Kehoe, 56, has proved you can go home again.
“(Recruiting) definitely has improved with him,” said Chris Stock, a reporter for Eye on the U. “Before there were questions of how good of a recruiter he was, especially late in his tenure. When he came back, he made that a point of emphasis.”
Not only did Kehoe get verbal commitments from one five-star, one four-star and two three-star players, but he also kept it in the Canes’ family.
Kc McDermott, the five-star lineman from Palm Beach Central, is the brother of Shane. Nick Linder, from St. Thomas Aquinas, is the brother of Brandon. Miami also got verbals from four-star Trevor Darling from Miami Central as well as Reilly Gibbons.

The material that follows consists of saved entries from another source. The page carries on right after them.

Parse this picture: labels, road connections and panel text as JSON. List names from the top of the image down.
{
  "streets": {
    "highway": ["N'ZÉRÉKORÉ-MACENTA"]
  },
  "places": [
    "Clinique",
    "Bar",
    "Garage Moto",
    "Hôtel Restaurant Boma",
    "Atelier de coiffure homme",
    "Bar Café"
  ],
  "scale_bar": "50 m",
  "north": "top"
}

“This is the best they’ve done on offensive-line recruiting under Golden,” Stock said. “This always has been a strong unit. Other units had question marks with depth and talent.”
These efforts have Kehoe ranked as the No. 11 recruiter in the ACC and No. 54 overall. Considering there are more than 1,100 college football assistants, he’s in pretty good company.

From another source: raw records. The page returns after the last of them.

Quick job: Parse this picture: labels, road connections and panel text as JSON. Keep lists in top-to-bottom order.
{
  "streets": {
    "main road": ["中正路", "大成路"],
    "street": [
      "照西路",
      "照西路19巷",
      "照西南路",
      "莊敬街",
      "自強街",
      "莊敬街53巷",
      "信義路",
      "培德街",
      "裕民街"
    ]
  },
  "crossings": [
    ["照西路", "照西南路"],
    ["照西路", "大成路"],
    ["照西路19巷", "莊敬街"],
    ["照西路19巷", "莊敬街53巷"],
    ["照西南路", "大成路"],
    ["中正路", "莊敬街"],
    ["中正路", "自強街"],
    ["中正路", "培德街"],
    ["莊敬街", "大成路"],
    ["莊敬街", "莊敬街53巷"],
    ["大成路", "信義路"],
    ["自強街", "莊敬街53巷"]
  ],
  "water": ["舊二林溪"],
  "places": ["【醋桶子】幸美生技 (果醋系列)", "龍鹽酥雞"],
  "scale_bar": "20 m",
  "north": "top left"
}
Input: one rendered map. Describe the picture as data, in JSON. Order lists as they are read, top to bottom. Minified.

“Most people around him says he’s a little different than he used to be,” Stock said. “He’s mellowed out a little. He’s an older assistant, but kids still relate to him. He has a unique passion for the position.”
Those years of coaching at Mississippi and the California Redwoods of the United Football League are in the rearview mirror for Kehoe.
He has made good with all those Hurricanes’ backers who called Golden on his behalf.
Basketball Has Rough Debut
Only in Miami could fans arrive late for a 10 p.m. tip.
Yes, the game was moved back for homecoming activities. Even with that, the crowd for a team unfurling its banners from ACC titles and an NCAA Sweet 16 was embarrassing. There were maybe 2,500 fans in the stands. It just shows how tough it is for this program to sustain interest.
And after Nov. 8’s losing performance against St. Francis, fans won’t be in any hurry to return. Saying Miami is offensively challenged is like saying Obamacare is meeting resistance.
“We’re going to have a hard time manufacturing points,” coach Jim Larrañaga said. “We’re limited.”
Miami knew it would be without guards Sheldon McClellan and Angel Rodriguez, transfers who’ll start next season. What it didn’t expect was to lose guard Deandre Burnett for the season with a wrist injury. Some on the Miami coaching staff thought he could’ve been the team’s leading scorer.
Without him, the Hurricanes will have to rely on veteran players who haven’t played much in their careers.
Larrañaga said his players were anxious at the start – and they never relaxed. Miami went 0-for-15 on three-pointers and 19-for-61 overall (31.1 percent).
The Hurricanes also committed three turnovers on the inbounds.
“And it wasn’t like they were pressuring us,” Larrañaga said.
Last season, the Hurricanes got off to a rough start before totally turning it around. There’s a big talent difference, though. Larranaga, who earned national coaching honors last season, could do a better job this year and this team still would be lucky to finish .500.
It’s hard to see the Hurricanes shooting this poorly again. But it’s also hard to see them having an easier team on their schedule.